{¶ 1} Plaintiff-appellant Thoma Opticians, Inc. (“Thoma”) appeals the judgment of the trial court entered in favor of defendant-appellee Barnes, Dennig & Company (“BD”) in an accountant-negligence action. For the following reasons, we affirm the judgment of thе trial court.
{¶ 3} Debbie Bronnert, Thoma’s internal bookkeeper, embezzled over $120,000 from Thоma’s corporate accounts from 1988 until 1994, when Fifth Third Bank employees discovered the thefts. To accomplish her thefts, Bronnert either changed the payee’s name on Thoma’s corporate checks or wrote in her own name as the payeе when Thoma’s officers signed corporate checks in blank.
{¶ 4} In 1994, Thoma sued BD for professional negligence in faffing to discover Bronnert’s thefts while conducting Thoma’s annual reviews. The trial court granted BD’s motion for partial summary judgment because the four-year statute of limitations for accountant negligence barred claims for BD’s conduct prior to August 1990. This ruling was not appealed. As Thoma had terminated BD’s services in September 1992, the only conduct that remained at issue was BD’s performance in the reviews it conducted in 1990 and 1991. On the eve of trial, Thoma voluntarily dismissed its complaint.
{¶ 5} On October 5, 2000, Thoma refiled its complaint against BD. Prior to trial, BD moved to limit the evidence of damages that may have accrued after September 1992, the date it stopped providing services to Thoma.

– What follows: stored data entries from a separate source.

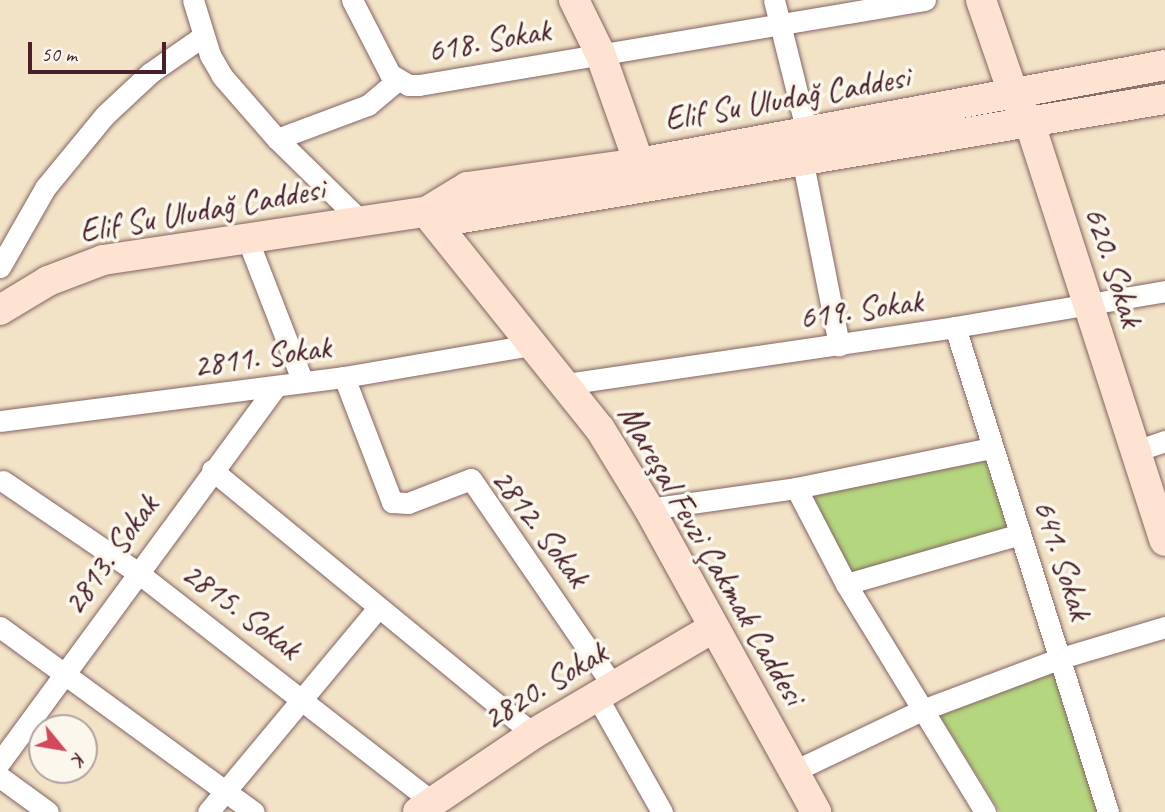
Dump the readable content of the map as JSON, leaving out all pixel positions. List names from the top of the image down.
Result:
{
  "streets": {
    "main road": [
      "Elif Su Uludağ Caddesi",
      "620. Sokak",
      "Mareşal Fevzi Çakmak Caddesi",
      "2820. Sokak"
    ],
    "street": [
      "618. Sokak",
      "619. Sokak",
      "2811. Sokak",
      "2812. Sokak",
      "2813. Sokak",
      "641. Sokak",
      "2815. Sokak"
    ]
  },
  "crossings": [
    ["Elif Su Uludağ Caddesi", "620. Sokak"],
    ["Elif Su Uludağ Caddesi", "Mareşal Fevzi Çakmak Caddesi"],
    ["620. Sokak", "619. Sokak"],
    ["619. Sokak", "Mareşal Fevzi Çakmak Caddesi"],
    ["619. Sokak", "641. Sokak"],
    ["2811. Sokak", "2812. Sokak"],
    ["2811. Sokak", "2813. Sokak"],
    ["2811. Sokak", "Mareşal Fevzi Çakmak Caddesi"],
    ["2812. Sokak", "2820. Sokak"],
    ["2813. Sokak", "2815. Sokak"],
    ["Mareşal Fevzi Çakmak Caddesi", "2820. Sokak"],
    ["2815. Sokak", "2820. Sokak"]
  ],
  "scale_bar": "50 m",
  "north": "bottom right"
}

Thoma, in turn, moved to exclude evidence concerning the new accounting firm it had hired to replace BD in 1992 and the fact that the firm had not discovered Bronnert’s thefts while performing Thoma’s annual reviews. That evidence was going to be offered by BD to support its affirmativе defense of an intervening cause. The trial court ruled at the beginning of the trial that evidence of damages arising after September 1992 could be admitted if it could be linked to BD’s performance in conducting the reviews in 1990 and 1991. The court also ruled that evidence concerning Thoma’s new accounting firm, Wade, Werner & Thompson, could be introduced.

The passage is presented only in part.